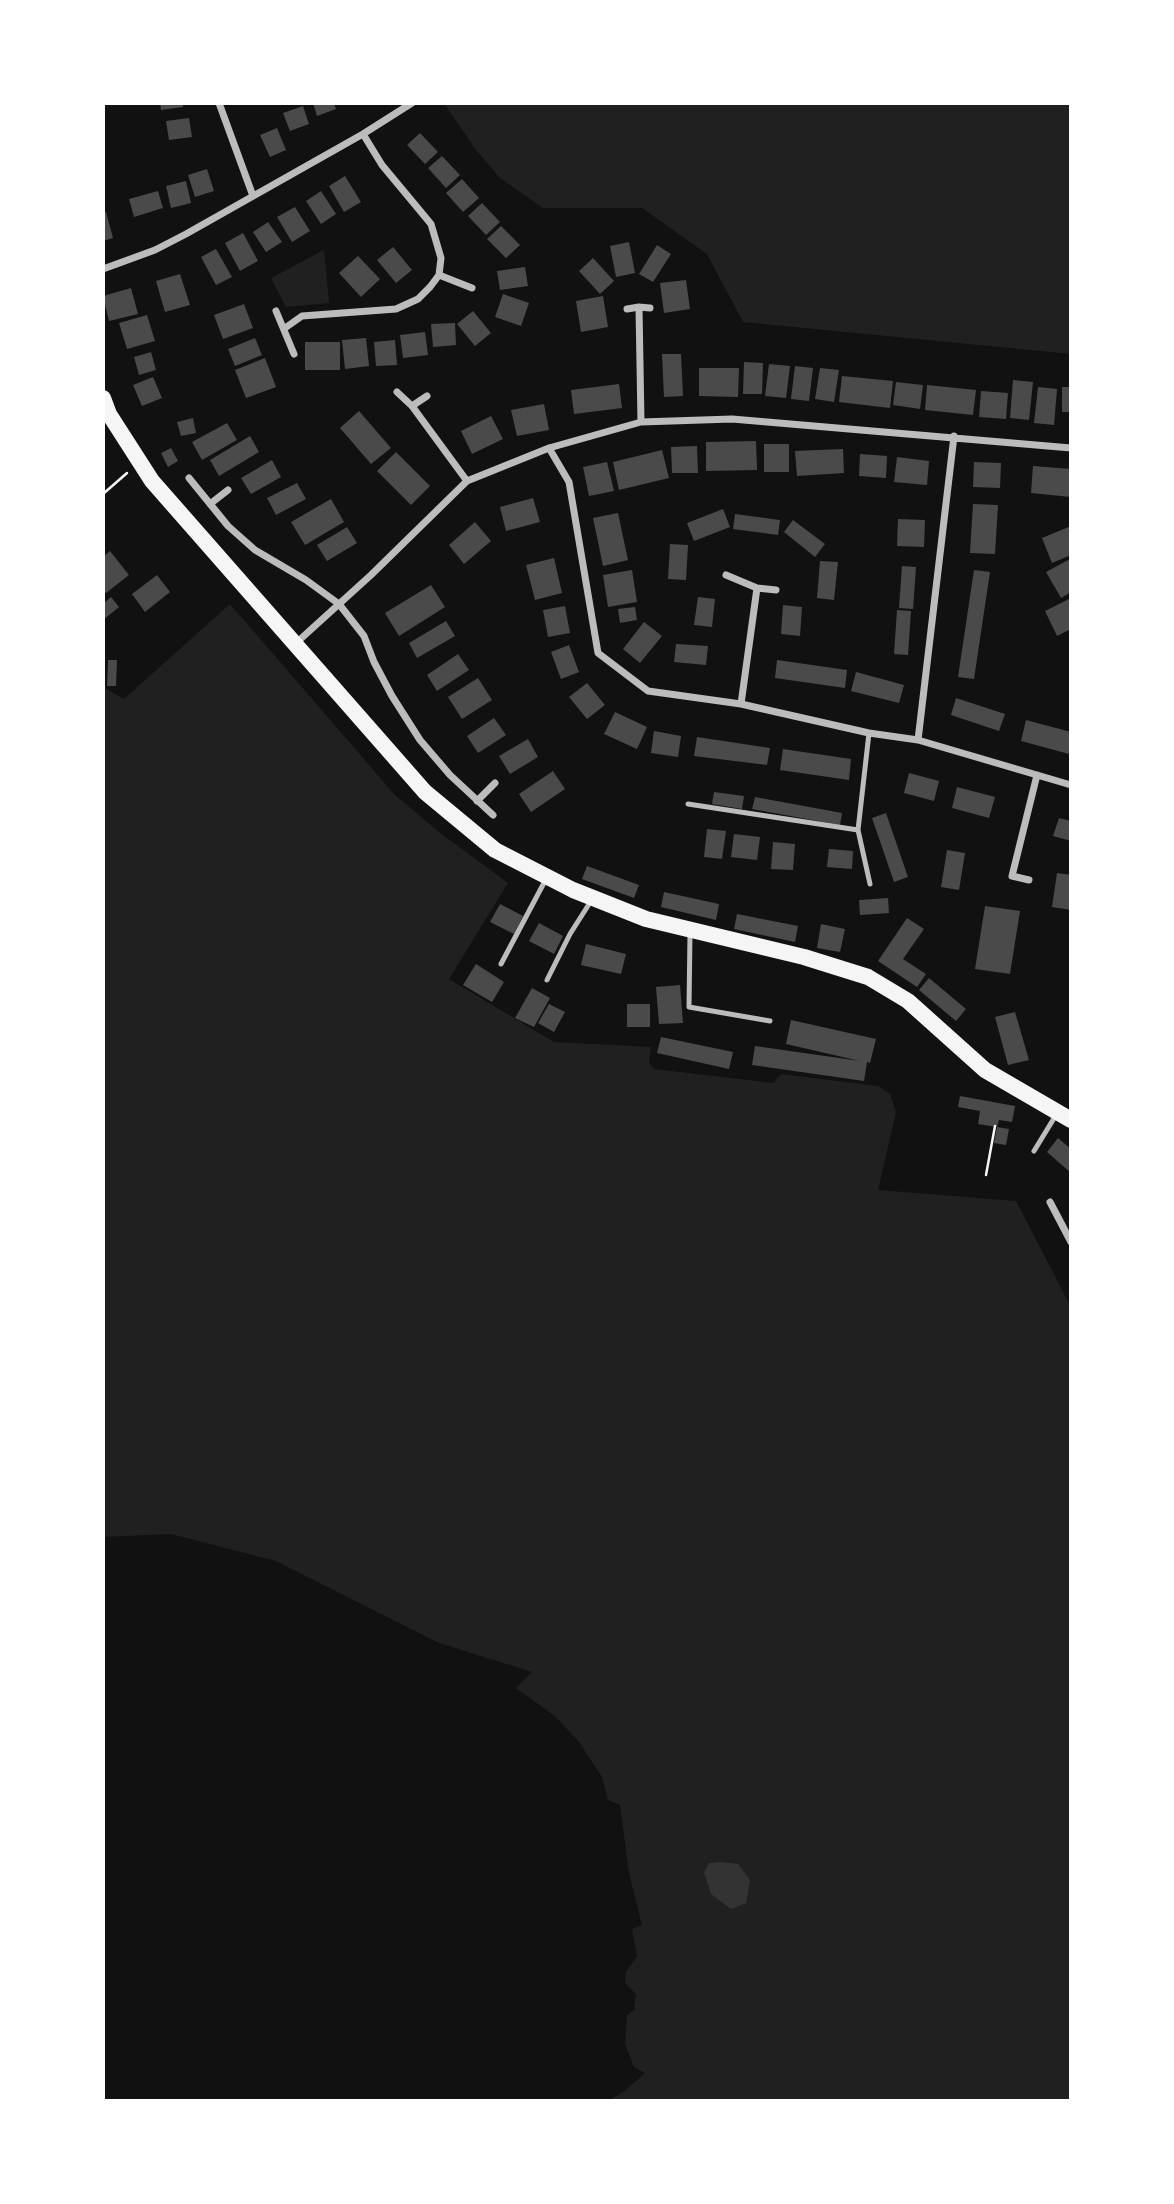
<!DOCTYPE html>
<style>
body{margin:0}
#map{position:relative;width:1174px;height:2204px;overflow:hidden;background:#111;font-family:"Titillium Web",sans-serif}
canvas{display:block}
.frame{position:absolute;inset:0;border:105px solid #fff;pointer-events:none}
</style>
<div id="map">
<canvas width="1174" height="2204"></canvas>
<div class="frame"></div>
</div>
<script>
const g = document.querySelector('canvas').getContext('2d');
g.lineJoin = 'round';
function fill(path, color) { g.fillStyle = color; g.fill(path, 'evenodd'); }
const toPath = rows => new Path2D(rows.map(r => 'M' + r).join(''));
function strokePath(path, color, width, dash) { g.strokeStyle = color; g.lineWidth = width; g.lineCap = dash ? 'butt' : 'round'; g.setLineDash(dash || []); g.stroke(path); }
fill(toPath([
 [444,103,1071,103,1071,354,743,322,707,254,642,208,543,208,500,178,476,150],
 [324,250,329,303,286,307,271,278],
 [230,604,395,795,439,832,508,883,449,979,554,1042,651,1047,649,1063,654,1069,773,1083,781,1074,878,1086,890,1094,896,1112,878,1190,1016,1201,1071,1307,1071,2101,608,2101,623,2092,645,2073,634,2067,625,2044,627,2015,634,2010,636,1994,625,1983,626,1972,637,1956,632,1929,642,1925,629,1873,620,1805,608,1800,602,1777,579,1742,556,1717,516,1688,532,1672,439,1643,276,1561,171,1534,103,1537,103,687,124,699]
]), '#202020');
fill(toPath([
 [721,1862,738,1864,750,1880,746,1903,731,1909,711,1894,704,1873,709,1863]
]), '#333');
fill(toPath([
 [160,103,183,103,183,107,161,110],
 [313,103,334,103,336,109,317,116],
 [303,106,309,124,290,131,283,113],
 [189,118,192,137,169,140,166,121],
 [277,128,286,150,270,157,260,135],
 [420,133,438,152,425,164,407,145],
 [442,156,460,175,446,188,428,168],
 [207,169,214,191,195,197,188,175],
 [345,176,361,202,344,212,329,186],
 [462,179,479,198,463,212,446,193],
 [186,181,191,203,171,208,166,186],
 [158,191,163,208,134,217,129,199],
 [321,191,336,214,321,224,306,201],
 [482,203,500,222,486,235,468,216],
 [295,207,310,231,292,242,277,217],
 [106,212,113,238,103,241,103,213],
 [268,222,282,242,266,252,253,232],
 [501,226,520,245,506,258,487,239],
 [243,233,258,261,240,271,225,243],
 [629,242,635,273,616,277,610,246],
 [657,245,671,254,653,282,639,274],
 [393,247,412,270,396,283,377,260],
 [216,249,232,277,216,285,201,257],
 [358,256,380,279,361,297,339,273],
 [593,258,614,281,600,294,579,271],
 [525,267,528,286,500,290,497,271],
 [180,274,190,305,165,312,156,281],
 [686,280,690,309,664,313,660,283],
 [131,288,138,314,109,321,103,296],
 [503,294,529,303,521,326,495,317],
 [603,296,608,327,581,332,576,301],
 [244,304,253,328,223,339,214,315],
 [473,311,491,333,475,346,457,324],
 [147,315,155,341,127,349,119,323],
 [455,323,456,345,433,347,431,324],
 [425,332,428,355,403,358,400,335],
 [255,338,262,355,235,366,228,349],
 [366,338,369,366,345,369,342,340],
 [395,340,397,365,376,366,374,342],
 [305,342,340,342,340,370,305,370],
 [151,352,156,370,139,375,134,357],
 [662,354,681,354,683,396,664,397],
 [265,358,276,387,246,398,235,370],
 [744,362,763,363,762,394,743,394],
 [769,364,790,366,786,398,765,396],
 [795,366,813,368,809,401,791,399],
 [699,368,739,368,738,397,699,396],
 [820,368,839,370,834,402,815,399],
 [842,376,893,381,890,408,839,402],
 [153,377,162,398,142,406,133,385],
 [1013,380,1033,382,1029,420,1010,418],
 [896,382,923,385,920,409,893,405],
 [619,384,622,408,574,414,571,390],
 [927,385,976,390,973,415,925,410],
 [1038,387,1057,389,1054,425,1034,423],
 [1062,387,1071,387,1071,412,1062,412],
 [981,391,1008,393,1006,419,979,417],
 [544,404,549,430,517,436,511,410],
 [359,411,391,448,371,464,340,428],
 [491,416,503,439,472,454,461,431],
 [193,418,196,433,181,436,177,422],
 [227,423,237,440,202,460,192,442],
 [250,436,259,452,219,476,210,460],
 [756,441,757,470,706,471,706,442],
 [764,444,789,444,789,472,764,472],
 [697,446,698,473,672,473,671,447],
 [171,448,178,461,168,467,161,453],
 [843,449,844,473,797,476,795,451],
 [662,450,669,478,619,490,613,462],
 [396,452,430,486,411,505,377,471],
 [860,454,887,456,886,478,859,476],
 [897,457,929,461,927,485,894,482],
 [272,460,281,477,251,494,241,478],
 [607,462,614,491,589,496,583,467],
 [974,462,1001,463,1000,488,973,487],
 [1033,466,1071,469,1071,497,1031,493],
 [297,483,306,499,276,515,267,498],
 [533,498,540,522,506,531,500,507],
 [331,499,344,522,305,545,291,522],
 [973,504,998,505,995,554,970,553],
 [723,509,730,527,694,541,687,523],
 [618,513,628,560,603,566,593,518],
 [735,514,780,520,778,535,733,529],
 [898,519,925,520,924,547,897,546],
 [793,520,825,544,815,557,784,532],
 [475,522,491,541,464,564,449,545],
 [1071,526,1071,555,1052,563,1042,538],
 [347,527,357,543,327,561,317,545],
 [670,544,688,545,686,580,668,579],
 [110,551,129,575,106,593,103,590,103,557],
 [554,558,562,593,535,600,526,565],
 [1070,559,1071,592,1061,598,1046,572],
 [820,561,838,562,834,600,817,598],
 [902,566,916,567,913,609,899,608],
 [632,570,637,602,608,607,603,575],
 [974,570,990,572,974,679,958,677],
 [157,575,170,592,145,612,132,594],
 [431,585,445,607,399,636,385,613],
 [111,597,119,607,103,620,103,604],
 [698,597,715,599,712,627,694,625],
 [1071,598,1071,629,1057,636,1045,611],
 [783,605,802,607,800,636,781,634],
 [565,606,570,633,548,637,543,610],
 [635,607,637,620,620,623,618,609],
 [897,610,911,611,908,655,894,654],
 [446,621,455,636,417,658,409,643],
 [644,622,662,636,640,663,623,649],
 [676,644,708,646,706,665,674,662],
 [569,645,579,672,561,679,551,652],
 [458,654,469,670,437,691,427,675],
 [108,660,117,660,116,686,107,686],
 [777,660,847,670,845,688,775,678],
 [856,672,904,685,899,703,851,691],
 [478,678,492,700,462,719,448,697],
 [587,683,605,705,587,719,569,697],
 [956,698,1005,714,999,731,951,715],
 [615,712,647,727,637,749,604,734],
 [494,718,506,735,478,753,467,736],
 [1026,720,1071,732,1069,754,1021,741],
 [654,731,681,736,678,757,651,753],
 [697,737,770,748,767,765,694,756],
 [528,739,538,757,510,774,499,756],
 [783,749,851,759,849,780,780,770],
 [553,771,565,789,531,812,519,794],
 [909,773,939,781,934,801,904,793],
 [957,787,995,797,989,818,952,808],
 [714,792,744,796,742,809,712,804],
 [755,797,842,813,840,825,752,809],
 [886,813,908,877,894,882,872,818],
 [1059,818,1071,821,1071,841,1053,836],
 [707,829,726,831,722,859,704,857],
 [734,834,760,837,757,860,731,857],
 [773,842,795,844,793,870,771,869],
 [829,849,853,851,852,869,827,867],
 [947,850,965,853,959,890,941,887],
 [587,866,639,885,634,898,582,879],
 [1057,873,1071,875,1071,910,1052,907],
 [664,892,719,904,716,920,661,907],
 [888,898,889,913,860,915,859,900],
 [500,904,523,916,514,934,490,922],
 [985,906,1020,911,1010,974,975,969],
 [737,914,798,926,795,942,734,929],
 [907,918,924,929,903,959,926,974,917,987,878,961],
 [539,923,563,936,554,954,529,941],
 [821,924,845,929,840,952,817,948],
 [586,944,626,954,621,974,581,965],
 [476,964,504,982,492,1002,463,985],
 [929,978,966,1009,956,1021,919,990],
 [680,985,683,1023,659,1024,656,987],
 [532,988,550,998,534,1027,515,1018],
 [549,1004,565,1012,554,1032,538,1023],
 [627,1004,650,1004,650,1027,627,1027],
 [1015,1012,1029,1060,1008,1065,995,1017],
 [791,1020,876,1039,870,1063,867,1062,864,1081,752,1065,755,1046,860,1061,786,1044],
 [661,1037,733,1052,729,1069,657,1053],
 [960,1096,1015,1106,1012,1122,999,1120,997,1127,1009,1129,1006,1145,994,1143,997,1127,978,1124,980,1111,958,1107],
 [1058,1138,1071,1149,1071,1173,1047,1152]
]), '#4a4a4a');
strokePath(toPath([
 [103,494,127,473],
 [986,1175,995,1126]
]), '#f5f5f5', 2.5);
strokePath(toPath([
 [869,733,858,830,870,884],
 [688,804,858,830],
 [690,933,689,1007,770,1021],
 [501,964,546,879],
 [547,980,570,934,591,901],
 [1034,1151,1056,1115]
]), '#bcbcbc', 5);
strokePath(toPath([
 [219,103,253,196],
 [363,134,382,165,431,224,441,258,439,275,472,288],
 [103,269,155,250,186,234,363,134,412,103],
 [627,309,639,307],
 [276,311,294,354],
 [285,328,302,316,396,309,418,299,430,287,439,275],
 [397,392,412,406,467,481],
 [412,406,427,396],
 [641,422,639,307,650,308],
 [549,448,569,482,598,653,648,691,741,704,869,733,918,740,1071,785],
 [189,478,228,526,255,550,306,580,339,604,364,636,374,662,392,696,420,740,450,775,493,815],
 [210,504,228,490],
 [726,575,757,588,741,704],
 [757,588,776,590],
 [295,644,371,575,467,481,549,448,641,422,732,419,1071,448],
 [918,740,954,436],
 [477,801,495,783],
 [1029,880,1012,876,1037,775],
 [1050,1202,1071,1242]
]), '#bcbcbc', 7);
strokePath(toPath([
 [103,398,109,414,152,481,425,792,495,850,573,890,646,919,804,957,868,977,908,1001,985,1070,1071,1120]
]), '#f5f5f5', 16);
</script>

* * *

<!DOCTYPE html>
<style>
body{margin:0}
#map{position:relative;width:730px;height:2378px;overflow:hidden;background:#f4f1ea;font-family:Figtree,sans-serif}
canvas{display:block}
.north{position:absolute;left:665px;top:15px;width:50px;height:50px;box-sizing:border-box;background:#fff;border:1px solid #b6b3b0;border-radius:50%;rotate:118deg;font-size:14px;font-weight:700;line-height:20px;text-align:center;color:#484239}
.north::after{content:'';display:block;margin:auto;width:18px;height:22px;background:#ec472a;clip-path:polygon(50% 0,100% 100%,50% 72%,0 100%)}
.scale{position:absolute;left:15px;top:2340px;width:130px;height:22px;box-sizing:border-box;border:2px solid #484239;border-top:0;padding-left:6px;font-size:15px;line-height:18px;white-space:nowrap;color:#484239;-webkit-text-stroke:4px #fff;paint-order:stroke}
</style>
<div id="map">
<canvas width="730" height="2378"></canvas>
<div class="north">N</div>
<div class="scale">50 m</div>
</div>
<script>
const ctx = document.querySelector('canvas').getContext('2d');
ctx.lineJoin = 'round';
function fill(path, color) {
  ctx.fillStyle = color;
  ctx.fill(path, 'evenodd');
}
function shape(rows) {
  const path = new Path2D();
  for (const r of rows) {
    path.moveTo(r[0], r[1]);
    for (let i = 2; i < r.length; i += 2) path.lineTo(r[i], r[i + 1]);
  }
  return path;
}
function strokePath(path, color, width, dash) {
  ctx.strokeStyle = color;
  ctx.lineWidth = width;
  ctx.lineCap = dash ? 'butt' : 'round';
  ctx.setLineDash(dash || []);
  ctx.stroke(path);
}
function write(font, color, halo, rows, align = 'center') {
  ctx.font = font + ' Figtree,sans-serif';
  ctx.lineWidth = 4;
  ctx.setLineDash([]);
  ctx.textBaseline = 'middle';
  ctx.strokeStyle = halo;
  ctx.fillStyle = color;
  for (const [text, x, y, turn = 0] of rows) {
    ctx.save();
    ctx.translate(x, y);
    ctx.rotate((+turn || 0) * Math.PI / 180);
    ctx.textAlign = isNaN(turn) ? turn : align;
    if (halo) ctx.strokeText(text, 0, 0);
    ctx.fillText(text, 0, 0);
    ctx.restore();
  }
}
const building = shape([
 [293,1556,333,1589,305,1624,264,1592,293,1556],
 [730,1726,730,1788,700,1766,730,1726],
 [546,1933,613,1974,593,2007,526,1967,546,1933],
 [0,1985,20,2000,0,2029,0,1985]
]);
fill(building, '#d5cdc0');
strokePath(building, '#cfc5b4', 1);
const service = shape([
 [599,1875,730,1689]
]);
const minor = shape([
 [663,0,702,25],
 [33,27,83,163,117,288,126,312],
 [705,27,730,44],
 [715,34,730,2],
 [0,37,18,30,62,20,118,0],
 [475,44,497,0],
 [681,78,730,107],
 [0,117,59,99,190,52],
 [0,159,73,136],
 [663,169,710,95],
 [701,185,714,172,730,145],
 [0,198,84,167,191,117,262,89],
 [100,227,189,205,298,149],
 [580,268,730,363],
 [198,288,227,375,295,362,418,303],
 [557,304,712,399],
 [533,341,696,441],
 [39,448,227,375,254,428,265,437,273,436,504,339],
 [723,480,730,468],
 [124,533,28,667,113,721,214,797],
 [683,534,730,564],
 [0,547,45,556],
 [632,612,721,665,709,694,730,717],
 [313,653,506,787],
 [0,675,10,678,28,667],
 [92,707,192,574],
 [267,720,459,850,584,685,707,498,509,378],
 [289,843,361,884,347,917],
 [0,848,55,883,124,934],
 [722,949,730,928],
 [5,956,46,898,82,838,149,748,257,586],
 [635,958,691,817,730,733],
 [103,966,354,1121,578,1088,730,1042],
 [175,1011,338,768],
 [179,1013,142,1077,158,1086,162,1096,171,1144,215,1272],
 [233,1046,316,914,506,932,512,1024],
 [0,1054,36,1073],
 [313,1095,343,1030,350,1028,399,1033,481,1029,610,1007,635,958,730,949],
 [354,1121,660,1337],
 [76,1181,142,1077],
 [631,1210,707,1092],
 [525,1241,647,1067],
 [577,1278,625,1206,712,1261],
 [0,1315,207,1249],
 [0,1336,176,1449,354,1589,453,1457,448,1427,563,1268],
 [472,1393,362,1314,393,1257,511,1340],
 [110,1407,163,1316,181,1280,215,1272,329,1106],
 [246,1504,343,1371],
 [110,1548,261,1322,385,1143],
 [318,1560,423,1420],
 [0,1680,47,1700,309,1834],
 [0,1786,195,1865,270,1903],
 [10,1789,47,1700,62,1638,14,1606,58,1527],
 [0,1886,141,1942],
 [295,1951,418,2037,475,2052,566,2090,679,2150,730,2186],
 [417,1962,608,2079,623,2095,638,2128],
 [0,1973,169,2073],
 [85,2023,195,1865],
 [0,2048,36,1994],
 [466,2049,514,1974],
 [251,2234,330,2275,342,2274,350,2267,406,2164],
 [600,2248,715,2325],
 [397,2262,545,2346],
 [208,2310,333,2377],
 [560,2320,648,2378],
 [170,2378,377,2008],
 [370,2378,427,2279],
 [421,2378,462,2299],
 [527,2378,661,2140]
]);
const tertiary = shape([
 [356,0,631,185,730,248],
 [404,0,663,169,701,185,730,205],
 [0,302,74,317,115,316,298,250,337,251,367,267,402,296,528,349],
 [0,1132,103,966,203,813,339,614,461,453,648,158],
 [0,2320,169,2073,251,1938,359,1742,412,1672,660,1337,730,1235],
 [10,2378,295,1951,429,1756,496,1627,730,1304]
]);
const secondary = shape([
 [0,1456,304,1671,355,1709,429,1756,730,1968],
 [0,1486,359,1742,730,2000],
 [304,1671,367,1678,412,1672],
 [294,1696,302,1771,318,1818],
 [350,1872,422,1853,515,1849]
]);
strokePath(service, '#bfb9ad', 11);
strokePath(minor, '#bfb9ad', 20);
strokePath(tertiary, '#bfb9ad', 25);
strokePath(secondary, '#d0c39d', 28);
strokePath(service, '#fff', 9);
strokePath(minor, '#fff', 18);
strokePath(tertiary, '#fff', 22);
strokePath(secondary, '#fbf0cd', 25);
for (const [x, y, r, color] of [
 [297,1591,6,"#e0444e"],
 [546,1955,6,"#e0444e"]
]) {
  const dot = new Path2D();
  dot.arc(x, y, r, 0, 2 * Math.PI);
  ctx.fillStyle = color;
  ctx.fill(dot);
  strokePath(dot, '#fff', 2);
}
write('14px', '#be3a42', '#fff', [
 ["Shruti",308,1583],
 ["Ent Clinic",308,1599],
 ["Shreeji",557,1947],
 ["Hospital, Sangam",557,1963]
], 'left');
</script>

Try it:
Among the entries above, locate the lines containing "g.fillStyle = color;" and "const toPath = rows", and transcribe exactly those two lines and all lines between.

Reply to the task:
function fill(path, color) { g.fillStyle = color; g.fill(path, 'evenodd'); }
const toPath = rows => new Path2D(rows.map(r => 'M' + r).join(''));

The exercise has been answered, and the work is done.